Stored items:
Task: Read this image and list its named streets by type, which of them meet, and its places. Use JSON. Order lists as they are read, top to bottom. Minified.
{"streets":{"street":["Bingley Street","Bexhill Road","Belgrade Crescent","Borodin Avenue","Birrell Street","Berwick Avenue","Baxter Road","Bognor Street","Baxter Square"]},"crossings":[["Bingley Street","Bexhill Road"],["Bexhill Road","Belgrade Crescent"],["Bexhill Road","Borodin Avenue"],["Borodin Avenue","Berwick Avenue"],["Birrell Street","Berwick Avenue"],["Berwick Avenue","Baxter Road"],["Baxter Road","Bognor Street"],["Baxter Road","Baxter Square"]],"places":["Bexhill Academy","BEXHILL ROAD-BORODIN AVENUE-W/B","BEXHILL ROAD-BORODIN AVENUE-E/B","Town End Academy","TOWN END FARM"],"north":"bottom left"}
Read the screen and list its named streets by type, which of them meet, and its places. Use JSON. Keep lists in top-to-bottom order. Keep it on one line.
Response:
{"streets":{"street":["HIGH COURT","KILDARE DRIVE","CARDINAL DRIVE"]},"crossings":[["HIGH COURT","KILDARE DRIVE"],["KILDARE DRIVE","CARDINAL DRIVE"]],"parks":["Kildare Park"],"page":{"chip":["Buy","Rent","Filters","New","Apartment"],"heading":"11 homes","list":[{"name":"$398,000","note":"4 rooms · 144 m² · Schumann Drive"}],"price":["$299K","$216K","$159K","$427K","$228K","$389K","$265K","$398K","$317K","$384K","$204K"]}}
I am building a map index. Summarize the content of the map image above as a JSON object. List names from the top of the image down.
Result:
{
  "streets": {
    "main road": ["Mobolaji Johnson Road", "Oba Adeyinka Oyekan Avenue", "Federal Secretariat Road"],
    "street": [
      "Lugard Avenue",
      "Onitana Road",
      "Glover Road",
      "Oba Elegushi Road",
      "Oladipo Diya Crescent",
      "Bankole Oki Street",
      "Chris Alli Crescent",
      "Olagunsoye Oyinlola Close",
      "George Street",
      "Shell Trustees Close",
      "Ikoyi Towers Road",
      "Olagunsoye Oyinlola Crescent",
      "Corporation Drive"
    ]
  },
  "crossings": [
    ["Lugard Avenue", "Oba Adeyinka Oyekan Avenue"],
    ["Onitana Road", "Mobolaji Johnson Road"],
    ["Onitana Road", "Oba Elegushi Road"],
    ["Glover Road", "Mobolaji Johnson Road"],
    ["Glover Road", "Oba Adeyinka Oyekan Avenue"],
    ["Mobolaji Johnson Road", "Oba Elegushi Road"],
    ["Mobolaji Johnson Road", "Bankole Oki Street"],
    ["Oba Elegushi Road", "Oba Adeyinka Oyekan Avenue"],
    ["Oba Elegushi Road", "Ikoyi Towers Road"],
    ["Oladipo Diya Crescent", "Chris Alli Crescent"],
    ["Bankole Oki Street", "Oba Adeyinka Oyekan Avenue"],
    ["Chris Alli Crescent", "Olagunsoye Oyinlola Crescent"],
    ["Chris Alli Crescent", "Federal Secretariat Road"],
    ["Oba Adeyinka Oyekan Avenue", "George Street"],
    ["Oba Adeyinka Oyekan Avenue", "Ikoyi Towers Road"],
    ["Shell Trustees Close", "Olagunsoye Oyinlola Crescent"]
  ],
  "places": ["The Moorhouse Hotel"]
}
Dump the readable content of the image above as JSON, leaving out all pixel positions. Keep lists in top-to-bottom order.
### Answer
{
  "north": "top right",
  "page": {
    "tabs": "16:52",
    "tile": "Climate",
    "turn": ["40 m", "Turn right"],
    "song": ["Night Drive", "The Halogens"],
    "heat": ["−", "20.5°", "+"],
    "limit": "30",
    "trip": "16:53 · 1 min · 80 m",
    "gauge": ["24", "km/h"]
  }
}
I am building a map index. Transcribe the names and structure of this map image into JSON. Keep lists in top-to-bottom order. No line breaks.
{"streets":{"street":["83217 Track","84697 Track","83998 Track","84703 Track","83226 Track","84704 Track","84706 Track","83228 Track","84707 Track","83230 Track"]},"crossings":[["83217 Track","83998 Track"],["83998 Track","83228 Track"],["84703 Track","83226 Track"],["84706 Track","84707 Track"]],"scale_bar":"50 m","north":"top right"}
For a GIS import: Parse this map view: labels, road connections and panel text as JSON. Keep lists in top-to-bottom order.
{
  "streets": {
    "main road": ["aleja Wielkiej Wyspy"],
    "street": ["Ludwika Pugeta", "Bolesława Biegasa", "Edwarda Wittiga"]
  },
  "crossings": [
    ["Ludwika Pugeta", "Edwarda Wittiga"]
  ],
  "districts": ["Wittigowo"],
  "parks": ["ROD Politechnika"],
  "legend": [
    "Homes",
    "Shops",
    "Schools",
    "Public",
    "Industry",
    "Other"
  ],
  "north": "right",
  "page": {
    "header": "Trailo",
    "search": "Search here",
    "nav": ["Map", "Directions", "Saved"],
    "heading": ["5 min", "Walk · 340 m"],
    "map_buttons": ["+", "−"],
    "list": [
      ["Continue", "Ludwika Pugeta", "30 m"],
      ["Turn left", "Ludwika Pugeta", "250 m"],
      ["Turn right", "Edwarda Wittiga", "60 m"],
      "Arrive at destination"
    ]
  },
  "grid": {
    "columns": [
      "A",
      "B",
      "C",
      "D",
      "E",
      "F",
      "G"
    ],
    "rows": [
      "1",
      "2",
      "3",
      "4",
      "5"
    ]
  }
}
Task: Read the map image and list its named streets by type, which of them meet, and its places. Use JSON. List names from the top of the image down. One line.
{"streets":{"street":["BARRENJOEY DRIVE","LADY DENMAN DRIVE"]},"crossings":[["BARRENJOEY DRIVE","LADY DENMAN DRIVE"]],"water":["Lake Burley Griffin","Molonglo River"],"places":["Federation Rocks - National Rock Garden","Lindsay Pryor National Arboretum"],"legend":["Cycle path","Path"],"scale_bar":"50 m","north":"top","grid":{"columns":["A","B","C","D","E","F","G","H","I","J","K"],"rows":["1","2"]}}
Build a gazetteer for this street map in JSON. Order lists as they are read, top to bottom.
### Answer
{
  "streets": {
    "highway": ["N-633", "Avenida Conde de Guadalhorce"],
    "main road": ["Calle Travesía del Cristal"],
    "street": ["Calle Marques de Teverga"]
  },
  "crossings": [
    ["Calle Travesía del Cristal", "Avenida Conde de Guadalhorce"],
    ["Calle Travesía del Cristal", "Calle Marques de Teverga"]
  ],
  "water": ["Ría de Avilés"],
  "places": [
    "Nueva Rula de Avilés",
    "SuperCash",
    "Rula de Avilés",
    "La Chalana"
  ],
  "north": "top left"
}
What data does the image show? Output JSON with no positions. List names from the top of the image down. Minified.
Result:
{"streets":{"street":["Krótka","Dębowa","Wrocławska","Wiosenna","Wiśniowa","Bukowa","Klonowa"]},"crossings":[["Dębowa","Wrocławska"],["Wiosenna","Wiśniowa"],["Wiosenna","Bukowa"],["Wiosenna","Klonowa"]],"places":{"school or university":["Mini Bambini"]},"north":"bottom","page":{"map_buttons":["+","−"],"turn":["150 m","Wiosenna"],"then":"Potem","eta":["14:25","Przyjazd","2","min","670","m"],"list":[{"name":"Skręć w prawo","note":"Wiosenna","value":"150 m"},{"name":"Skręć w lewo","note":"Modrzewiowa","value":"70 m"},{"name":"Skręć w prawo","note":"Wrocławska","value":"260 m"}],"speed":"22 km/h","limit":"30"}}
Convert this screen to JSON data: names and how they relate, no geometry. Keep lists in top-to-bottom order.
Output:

-- Problem requirements --
The response has to contain every record shown above, unaltered and complete.

-- Response area --
Task: Read this image and list its named streets by type, which of them meet, and its places. Use JSON. Order lists as they are read, top to bottom. Minified.
{"streets":{"street":["Bingley Street","Bexhill Road","Belgrade Crescent","Borodin Avenue","Birrell Street","Berwick Avenue","Baxter Road","Bognor Street","Baxter Square"]},"crossings":[["Bingley Street","Bexhill Road"],["Bexhill Road","Belgrade Crescent"],["Bexhill Road","Borodin Avenue"],["Borodin Avenue","Berwick Avenue"],["Birrell Street","Berwick Avenue"],["Berwick Avenue","Baxter Road"],["Baxter Road","Bognor Street"],["Baxter Road","Baxter Square"]],"places":["Bexhill Academy","BEXHILL ROAD-BORODIN AVENUE-W/B","BEXHILL ROAD-BORODIN AVENUE-E/B","Town End Academy","TOWN END FARM"],"north":"bottom left"}
Read the screen and list its named streets by type, which of them meet, and its places. Use JSON. Keep lists in top-to-bottom order. Keep it on one line.
Response:
{"streets":{"street":["HIGH COURT","KILDARE DRIVE","CARDINAL DRIVE"]},"crossings":[["HIGH COURT","KILDARE DRIVE"],["KILDARE DRIVE","CARDINAL DRIVE"]],"parks":["Kildare Park"],"page":{"chip":["Buy","Rent","Filters","New","Apartment"],"heading":"11 homes","list":[{"name":"$398,000","note":"4 rooms · 144 m² · Schumann Drive"}],"price":["$299K","$216K","$159K","$427K","$228K","$389K","$265K","$398K","$317K","$384K","$204K"]}}
I am building a map index. Summarize the content of the map image above as a JSON object. List names from the top of the image down.
Result:
{
  "streets": {
    "main road": ["Mobolaji Johnson Road", "Oba Adeyinka Oyekan Avenue", "Federal Secretariat Road"],
    "street": [
      "Lugard Avenue",
      "Onitana Road",
      "Glover Road",
      "Oba Elegushi Road",
      "Oladipo Diya Crescent",
      "Bankole Oki Street",
      "Chris Alli Crescent",
      "Olagunsoye Oyinlola Close",
      "George Street",
      "Shell Trustees Close",
      "Ikoyi Towers Road",
      "Olagunsoye Oyinlola Crescent",
      "Corporation Drive"
    ]
  },
  "crossings": [
    ["Lugard Avenue", "Oba Adeyinka Oyekan Avenue"],
    ["Onitana Road", "Mobolaji Johnson Road"],
    ["Onitana Road", "Oba Elegushi Road"],
    ["Glover Road", "Mobolaji Johnson Road"],
    ["Glover Road", "Oba Adeyinka Oyekan Avenue"],
    ["Mobolaji Johnson Road", "Oba Elegushi Road"],
    ["Mobolaji Johnson Road", "Bankole Oki Street"],
    ["Oba Elegushi Road", "Oba Adeyinka Oyekan Avenue"],
    ["Oba Elegushi Road", "Ikoyi Towers Road"],
    ["Oladipo Diya Crescent", "Chris Alli Crescent"],
    ["Bankole Oki Street", "Oba Adeyinka Oyekan Avenue"],
    ["Chris Alli Crescent", "Olagunsoye Oyinlola Crescent"],
    ["Chris Alli Crescent", "Federal Secretariat Road"],
    ["Oba Adeyinka Oyekan Avenue", "George Street"],
    ["Oba Adeyinka Oyekan Avenue", "Ikoyi Towers Road"],
    ["Shell Trustees Close", "Olagunsoye Oyinlola Crescent"]
  ],
  "places": ["The Moorhouse Hotel"]
}
Dump the readable content of the image above as JSON, leaving out all pixel positions. Keep lists in top-to-bottom order.
### Answer
{
  "north": "top right",
  "page": {
    "tabs": "16:52",
    "tile": "Climate",
    "turn": ["40 m", "Turn right"],
    "song": ["Night Drive", "The Halogens"],
    "heat": ["−", "20.5°", "+"],
    "limit": "30",
    "trip": "16:53 · 1 min · 80 m",
    "gauge": ["24", "km/h"]
  }
}
I am building a map index. Transcribe the names and structure of this map image into JSON. Keep lists in top-to-bottom order. No line breaks.
{"streets":{"street":["83217 Track","84697 Track","83998 Track","84703 Track","83226 Track","84704 Track","84706 Track","83228 Track","84707 Track","83230 Track"]},"crossings":[["83217 Track","83998 Track"],["83998 Track","83228 Track"],["84703 Track","83226 Track"],["84706 Track","84707 Track"]],"scale_bar":"50 m","north":"top right"}
For a GIS import: Parse this map view: labels, road connections and panel text as JSON. Keep lists in top-to-bottom order.
{
  "streets": {
    "main road": ["aleja Wielkiej Wyspy"],
    "street": ["Ludwika Pugeta", "Bolesława Biegasa", "Edwarda Wittiga"]
  },
  "crossings": [
    ["Ludwika Pugeta", "Edwarda Wittiga"]
  ],
  "districts": ["Wittigowo"],
  "parks": ["ROD Politechnika"],
  "legend": [
    "Homes",
    "Shops",
    "Schools",
    "Public",
    "Industry",
    "Other"
  ],
  "north": "right",
  "page": {
    "header": "Trailo",
    "search": "Search here",
    "nav": ["Map", "Directions", "Saved"],
    "heading": ["5 min", "Walk · 340 m"],
    "map_buttons": ["+", "−"],
    "list": [
      ["Continue", "Ludwika Pugeta", "30 m"],
      ["Turn left", "Ludwika Pugeta", "250 m"],
      ["Turn right", "Edwarda Wittiga", "60 m"],
      "Arrive at destination"
    ]
  },
  "grid": {
    "columns": [
      "A",
      "B",
      "C",
      "D",
      "E",
      "F",
      "G"
    ],
    "rows": [
      "1",
      "2",
      "3",
      "4",
      "5"
    ]
  }
}
Task: Read the map image and list its named streets by type, which of them meet, and its places. Use JSON. List names from the top of the image down. One line.
{"streets":{"street":["BARRENJOEY DRIVE","LADY DENMAN DRIVE"]},"crossings":[["BARRENJOEY DRIVE","LADY DENMAN DRIVE"]],"water":["Lake Burley Griffin","Molonglo River"],"places":["Federation Rocks - National Rock Garden","Lindsay Pryor National Arboretum"],"legend":["Cycle path","Path"],"scale_bar":"50 m","north":"top","grid":{"columns":["A","B","C","D","E","F","G","H","I","J","K"],"rows":["1","2"]}}
Build a gazetteer for this street map in JSON. Order lists as they are read, top to bottom.
### Answer
{
  "streets": {
    "highway": ["N-633", "Avenida Conde de Guadalhorce"],
    "main road": ["Calle Travesía del Cristal"],
    "street": ["Calle Marques de Teverga"]
  },
  "crossings": [
    ["Calle Travesía del Cristal", "Avenida Conde de Guadalhorce"],
    ["Calle Travesía del Cristal", "Calle Marques de Teverga"]
  ],
  "water": ["Ría de Avilés"],
  "places": [
    "Nueva Rula de Avilés",
    "SuperCash",
    "Rula de Avilés",
    "La Chalana"
  ],
  "north": "top left"
}
What data does the image show? Output JSON with no positions. List names from the top of the image down. Minified.
Result:
{"streets":{"street":["Krótka","Dębowa","Wrocławska","Wiosenna","Wiśniowa","Bukowa","Klonowa"]},"crossings":[["Dębowa","Wrocławska"],["Wiosenna","Wiśniowa"],["Wiosenna","Bukowa"],["Wiosenna","Klonowa"]],"places":{"school or university":["Mini Bambini"]},"north":"bottom","page":{"map_buttons":["+","−"],"turn":["150 m","Wiosenna"],"then":"Potem","eta":["14:25","Przyjazd","2","min","670","m"],"list":[{"name":"Skręć w prawo","note":"Wiosenna","value":"150 m"},{"name":"Skręć w lewo","note":"Modrzewiowa","value":"70 m"},{"name":"Skręć w prawo","note":"Wrocławska","value":"260 m"}],"speed":"22 km/h","limit":"30"}}
Convert this screen to JSON data: names and how they relate, no geometry. Keep lists in top-to-bottom order.
Output:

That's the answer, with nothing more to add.